In ihrem neuen Buch "Im Namen Gottes" nimmt die Autorin erstmals die Geschichte und Gegenwart von Judentum, Christentum und Islam in Bezug auf religiöse Gewalt in den Blick. Karen Armstrong geht den Ursachen dieser Gewalt auf den Grund. Das Ergebnis ihrer Untersuchung: Jahrtausendelang waren Politik und Religion ineinander verwoben. Die Trennung von Politik und Religion in der Neuzeit konnte die Gewalt nicht eindämmen. Mit ihrer Analyse schafft Karen Armstrong die Grundlagen für das Verständnis der aktuellen internationalen Konflikte, die von politischen, wirtschaftlichen, kulturellen und religiösen Interessen beherrscht sind.

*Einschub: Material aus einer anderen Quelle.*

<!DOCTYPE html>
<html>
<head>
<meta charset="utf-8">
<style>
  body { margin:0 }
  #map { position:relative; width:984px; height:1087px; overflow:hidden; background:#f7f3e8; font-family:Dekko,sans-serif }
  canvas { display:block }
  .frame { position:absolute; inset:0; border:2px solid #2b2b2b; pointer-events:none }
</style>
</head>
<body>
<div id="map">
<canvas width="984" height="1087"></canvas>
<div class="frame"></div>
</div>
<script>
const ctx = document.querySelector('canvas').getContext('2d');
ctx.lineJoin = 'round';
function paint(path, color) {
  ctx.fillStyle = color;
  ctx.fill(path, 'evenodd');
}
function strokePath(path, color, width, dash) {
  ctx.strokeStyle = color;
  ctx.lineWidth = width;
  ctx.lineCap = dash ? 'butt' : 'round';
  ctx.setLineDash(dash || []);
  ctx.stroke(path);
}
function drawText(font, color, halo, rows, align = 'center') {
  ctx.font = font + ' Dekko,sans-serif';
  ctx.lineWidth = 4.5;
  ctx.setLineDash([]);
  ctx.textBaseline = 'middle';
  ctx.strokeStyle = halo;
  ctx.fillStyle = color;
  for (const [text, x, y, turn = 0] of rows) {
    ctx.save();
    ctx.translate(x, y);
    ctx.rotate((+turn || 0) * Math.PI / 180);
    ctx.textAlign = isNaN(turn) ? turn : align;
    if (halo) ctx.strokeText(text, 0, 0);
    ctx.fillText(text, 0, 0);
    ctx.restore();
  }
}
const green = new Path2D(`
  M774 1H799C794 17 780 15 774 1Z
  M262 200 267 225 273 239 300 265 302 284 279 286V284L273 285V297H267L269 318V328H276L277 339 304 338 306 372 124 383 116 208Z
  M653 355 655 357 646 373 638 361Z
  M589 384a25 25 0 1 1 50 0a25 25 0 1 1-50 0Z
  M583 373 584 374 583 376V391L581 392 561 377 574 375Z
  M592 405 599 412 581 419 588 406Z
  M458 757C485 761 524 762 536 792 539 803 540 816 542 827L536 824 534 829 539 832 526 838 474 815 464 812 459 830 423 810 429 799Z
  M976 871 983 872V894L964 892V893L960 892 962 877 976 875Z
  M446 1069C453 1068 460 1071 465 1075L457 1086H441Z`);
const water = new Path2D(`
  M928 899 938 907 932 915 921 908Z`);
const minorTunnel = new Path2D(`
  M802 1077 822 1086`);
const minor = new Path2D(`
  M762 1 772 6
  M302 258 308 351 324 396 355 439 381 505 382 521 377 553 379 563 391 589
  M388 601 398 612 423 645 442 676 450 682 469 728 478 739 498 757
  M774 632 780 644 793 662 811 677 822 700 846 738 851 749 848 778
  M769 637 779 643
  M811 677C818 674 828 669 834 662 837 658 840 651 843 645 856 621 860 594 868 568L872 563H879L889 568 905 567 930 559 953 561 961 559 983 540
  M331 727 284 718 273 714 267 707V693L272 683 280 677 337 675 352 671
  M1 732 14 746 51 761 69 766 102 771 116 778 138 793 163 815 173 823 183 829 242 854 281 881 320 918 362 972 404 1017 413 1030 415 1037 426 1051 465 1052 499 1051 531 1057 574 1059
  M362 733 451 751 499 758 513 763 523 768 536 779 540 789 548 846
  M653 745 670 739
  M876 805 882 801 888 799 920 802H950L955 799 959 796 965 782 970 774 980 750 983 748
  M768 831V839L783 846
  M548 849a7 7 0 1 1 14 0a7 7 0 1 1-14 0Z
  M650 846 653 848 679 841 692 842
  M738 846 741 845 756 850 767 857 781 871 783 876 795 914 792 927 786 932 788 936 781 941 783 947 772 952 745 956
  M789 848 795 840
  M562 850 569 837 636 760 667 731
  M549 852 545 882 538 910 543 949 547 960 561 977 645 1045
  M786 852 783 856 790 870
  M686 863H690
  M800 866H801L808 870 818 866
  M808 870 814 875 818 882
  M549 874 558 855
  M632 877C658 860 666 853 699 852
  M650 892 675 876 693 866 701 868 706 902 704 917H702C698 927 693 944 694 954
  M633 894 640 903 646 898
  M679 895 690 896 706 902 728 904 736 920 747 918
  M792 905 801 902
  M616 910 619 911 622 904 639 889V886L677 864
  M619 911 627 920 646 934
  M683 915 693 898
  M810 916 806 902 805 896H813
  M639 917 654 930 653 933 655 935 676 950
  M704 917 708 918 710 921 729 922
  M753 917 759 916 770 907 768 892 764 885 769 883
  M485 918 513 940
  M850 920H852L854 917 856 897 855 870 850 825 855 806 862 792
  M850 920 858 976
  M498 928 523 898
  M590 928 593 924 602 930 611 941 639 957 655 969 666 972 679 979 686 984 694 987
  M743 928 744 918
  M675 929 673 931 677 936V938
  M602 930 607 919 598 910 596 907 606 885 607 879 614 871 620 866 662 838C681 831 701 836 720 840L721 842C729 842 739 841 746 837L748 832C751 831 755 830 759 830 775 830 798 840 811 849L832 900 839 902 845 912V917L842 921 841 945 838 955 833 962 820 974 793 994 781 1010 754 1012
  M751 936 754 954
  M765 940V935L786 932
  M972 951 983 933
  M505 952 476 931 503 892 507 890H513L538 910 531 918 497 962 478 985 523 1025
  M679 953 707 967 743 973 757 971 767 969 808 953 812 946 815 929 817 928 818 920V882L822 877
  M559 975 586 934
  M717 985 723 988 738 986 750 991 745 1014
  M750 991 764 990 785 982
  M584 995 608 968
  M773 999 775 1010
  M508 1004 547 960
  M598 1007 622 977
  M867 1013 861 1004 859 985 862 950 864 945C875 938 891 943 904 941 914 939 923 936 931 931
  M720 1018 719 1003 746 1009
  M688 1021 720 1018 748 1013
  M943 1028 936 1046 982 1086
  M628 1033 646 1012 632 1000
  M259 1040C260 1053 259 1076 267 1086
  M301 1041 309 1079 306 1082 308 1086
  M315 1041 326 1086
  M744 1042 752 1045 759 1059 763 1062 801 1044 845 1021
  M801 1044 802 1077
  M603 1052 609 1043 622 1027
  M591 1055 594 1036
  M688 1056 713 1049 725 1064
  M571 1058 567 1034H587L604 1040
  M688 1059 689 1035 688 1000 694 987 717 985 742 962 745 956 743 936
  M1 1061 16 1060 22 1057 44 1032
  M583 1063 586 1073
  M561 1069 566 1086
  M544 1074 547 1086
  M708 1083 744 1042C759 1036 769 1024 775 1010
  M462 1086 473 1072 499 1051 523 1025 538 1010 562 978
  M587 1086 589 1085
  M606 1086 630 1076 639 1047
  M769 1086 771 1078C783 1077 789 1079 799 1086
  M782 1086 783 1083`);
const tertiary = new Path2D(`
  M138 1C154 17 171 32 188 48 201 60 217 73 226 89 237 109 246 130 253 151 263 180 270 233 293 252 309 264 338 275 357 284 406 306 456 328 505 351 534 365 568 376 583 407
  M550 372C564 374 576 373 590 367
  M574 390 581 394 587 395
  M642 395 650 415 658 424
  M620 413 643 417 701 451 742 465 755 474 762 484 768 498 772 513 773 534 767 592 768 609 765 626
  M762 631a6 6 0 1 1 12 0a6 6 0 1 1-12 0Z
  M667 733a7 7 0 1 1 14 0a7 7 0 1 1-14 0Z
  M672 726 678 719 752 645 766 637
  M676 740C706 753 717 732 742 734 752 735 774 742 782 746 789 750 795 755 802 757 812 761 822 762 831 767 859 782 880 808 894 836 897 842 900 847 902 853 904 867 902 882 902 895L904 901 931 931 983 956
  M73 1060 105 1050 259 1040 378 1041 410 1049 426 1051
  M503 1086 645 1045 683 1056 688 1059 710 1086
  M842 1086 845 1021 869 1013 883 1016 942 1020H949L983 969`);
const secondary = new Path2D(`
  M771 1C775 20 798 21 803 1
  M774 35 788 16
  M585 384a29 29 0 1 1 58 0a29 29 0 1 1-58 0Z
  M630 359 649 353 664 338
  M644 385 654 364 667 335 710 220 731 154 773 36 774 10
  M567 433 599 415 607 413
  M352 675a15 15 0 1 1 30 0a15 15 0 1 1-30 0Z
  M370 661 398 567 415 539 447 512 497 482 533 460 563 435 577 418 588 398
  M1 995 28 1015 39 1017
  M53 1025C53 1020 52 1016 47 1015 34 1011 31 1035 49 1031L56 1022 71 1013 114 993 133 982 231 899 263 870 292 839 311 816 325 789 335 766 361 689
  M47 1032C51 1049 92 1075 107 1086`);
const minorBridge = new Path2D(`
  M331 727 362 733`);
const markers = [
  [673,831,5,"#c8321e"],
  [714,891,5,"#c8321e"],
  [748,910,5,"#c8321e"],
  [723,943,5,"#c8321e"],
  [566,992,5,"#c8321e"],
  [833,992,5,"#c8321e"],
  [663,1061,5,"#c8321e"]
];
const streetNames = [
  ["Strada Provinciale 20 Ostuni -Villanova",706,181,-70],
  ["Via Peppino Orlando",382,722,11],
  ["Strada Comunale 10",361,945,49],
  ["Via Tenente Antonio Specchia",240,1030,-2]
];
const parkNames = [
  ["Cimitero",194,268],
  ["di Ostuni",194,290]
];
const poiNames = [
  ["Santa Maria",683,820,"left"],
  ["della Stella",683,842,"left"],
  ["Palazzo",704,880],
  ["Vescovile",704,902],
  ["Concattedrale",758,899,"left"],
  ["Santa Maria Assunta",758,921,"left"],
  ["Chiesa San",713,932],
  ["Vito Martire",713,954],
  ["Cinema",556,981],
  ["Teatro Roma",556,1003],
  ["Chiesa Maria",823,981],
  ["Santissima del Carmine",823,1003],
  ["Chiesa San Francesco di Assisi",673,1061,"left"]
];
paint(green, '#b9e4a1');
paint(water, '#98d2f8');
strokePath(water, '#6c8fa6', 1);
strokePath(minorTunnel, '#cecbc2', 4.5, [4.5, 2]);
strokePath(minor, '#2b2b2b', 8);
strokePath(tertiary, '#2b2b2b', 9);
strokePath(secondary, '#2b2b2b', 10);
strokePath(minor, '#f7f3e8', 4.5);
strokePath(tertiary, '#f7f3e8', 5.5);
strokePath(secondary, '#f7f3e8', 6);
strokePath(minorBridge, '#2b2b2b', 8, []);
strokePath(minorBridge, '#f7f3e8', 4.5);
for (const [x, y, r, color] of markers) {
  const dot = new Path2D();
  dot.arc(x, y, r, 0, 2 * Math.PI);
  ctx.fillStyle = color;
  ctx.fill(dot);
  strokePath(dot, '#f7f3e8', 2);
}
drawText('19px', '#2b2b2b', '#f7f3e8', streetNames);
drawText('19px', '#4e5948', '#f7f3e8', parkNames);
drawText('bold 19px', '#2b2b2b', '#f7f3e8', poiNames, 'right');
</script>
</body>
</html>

Perlentaucher-Notiz zur F.A.Z.-Rezension
Tilman Allert möchte den anthropologischen Pessimismus der Autorin lieber nicht teilen. Dass die menschliche Natur zur Gewalt neigt, dass ihr nicht zu entkommen sei, möchte er dahin gestellt lassen. Wie die Historikerin und Religionswissenschaftlerin Karen Armstrong hingegen die Religion von der Bürde eines inhärenten Gewaltpotenzials zu befreien versucht, indem sie auf ihre lebensspendenden Kräfte verweist und das Gewalttätige im wesentlichen den sozialen Ordnungen und ihrem Zerfall anlastet, scheint Allert nachvollziehen zu können. Zumal die Autorin diesem "Kategorienfehler" historisch nachgeht und einem modernen Säkularismus nicht das Wort redet, wie der Rezensent konstatiert. Verdienstvoll erscheint ihm auch der Mut der Autorin zu einer großen, dichten Erzählung - eine Seltenheit unter Historikern, meint er.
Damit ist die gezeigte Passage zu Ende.